However, using hydrogen has the advantage of addressing the problem of greenhouse gas emissions while using an existing GTCC system. Thus, research on this technique is actively being performed in various countries and by various companies [14]. General Electric has developed an 82-MW-class GT that can use a maximum ${\mathrm{H}}_2$ mole ratio of 90% in the case of co-firing with NG [15]. Siemens has successfully tested a 50-MW-class GT that can operate with an ${\mathrm{H}}_2$ mole ratio of 50% [16].

With PtM, the hydrogen generated from the PtG process is reacted with carbon dioxide to produce synthetic NG (SNG) [17]. Just as with the PtH process, research is being carried out on the industrialization of the PtM process [18]. The thermophysical properties of SNG are very similar to those of NG, which allow it to be injected into an NG grid. However, a more practical option for on-site SNG production might be to use it directly for power generation. One option is to combine a GTCC plant with the PtM process, where the ${\mathrm{CO}}_2$ required for SNG production could be captured from the exhaust gas, and the produced SNG can be used as a fuel for the GT [19].

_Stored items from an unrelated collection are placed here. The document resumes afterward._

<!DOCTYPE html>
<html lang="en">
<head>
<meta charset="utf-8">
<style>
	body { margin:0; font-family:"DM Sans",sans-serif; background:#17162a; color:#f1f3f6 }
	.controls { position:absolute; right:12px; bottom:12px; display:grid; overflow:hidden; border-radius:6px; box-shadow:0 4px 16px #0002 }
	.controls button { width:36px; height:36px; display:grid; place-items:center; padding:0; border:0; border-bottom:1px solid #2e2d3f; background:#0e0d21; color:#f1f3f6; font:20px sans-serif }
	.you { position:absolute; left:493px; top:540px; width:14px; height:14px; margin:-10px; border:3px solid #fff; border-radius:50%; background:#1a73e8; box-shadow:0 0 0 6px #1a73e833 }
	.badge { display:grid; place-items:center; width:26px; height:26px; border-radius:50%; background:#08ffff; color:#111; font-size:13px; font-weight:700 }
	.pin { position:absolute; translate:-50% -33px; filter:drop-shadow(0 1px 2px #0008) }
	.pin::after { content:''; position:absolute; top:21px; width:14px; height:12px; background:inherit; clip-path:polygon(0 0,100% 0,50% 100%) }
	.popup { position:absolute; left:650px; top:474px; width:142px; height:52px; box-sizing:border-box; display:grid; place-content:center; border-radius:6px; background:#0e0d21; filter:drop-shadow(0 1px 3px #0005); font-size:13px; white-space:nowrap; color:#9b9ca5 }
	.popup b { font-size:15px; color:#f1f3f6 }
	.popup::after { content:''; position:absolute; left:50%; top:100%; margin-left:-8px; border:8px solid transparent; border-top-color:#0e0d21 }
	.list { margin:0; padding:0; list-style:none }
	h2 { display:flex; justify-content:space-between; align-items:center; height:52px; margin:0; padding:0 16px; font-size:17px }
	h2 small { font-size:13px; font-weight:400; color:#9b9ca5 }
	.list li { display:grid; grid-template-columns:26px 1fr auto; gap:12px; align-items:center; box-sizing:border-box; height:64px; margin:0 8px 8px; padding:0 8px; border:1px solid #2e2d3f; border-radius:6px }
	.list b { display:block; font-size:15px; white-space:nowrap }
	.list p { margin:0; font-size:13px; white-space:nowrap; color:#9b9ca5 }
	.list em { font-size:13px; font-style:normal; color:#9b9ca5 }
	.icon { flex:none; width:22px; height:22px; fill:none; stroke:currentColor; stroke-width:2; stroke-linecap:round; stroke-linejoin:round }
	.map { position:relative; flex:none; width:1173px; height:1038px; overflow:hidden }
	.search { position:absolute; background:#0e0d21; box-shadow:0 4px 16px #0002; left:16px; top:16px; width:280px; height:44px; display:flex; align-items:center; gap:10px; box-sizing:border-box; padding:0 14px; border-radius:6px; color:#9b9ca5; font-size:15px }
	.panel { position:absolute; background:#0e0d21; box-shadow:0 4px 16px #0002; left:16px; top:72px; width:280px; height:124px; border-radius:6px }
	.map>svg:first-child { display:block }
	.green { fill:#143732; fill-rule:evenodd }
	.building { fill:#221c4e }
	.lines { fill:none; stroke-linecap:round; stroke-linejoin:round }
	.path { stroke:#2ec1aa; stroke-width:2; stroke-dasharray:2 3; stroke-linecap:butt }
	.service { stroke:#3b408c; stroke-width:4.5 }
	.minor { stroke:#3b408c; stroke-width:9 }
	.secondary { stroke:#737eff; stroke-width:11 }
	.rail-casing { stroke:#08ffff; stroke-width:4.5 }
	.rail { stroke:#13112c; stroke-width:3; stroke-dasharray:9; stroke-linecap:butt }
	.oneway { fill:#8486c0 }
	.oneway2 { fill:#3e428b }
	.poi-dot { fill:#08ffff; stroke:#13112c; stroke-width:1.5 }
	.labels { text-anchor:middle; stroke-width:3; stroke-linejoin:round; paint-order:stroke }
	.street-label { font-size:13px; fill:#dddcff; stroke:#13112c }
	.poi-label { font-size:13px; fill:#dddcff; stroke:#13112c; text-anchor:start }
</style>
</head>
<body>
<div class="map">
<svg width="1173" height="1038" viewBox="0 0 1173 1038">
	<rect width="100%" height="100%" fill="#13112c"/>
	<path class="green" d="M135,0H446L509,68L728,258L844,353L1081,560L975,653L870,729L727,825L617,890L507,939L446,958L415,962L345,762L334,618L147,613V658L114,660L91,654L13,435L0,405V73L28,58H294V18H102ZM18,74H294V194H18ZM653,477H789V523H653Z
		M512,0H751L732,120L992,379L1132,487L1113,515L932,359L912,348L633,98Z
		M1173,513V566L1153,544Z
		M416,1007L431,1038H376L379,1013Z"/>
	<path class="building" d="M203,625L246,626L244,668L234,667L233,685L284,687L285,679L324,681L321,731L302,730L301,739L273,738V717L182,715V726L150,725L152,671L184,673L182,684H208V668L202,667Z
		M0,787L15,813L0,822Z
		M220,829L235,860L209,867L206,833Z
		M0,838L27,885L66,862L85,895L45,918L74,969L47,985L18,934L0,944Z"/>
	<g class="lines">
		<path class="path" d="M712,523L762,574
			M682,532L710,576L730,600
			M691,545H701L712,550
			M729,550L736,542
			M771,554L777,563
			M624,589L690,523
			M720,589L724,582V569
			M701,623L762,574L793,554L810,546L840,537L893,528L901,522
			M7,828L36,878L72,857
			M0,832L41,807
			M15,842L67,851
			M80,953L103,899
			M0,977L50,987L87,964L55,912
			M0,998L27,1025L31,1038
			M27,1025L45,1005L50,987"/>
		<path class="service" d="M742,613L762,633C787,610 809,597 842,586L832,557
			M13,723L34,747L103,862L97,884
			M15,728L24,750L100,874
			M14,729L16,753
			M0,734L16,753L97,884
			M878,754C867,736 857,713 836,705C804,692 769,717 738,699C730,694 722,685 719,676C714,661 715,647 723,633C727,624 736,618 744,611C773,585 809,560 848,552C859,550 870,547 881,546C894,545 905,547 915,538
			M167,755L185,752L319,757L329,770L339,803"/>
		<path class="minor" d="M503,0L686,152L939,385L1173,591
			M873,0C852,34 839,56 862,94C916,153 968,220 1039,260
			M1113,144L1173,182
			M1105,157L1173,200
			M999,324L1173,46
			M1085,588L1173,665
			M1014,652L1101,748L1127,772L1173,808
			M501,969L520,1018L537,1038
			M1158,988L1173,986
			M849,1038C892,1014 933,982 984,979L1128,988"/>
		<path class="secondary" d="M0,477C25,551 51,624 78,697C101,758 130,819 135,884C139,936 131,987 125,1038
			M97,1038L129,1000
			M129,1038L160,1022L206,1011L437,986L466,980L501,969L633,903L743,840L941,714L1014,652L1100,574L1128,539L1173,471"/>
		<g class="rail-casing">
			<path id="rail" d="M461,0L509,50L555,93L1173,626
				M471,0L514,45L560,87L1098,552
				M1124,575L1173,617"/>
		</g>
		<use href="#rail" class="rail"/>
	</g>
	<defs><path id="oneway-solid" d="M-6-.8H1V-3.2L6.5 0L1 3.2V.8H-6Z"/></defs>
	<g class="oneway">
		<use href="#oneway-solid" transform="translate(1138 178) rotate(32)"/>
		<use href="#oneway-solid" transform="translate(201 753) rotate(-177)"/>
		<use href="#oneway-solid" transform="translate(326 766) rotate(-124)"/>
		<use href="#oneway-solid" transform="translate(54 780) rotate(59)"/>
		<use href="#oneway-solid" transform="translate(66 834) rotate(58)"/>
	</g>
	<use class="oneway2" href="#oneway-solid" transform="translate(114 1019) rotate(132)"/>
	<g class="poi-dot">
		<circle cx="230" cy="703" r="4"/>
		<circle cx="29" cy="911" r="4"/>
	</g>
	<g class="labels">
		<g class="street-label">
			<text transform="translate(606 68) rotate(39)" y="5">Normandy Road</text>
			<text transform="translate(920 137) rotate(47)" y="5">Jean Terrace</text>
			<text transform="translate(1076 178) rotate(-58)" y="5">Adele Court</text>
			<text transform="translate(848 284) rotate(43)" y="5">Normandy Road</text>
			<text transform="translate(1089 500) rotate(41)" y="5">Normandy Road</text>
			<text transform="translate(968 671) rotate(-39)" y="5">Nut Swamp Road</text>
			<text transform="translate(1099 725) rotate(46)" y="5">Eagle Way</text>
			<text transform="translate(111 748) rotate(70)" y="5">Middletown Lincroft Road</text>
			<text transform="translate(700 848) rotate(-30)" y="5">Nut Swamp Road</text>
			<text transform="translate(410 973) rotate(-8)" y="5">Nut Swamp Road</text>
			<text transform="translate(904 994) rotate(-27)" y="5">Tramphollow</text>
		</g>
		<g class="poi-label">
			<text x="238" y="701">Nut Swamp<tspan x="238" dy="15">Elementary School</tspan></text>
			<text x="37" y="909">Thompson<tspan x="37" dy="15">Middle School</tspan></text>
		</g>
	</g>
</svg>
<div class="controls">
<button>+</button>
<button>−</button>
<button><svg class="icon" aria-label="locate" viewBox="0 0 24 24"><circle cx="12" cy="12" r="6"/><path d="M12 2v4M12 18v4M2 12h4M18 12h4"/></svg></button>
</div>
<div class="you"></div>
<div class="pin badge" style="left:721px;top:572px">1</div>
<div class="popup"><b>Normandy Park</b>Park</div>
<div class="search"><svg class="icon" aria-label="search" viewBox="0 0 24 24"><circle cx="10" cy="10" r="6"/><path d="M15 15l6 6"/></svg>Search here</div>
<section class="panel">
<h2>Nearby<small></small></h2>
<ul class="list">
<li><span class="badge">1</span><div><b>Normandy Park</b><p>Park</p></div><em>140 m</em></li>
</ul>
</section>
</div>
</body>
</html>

Many studies have attempted to combine PtG technology with VRE and GTCC systems. A study was conducted on combining wind power and PtG technology [20]. Various PtM and GTCC combination models have been studied [21], and a combination of wind power, PtM, and gas-fired power plants (GFPPs) was presented [22]. A combination of wind power, PtG (PtH, PtM), and thermal power plants (coal, gas) was also studied [23], but the GTCC was simulated using simple mathematical formulas instead of physical modeling and the hydrogen co-firing ratio was limited.

There have been numerous studies on power plant models that could store surplus power generated from VRE in an ESS and use it for power grid stabilization. However, there are still unverified aspects that require detailed investigations. In particular, a critical comparison of the PtH and PtM processes is required from the viewpoint of using them as a measure to achieve grid stabilization and the minimization of ${\mathrm{CO}}_2$ emissions. For example, large grid-scale power plants combined with PtH and PtM systems should be modeled, and then, their performance should be comparatively investigated to evaluate the feasibility of using these combinations in a practical power grid. In addition, it is critical to conduct a thermo-economic evaluation of the integration of VRE, PtG (PtH or PtM), and GTCC systems in consideration of the annual working conditions of the VRE and GTCC. The aim of this study was to accomplish this task, which has not been attempted before.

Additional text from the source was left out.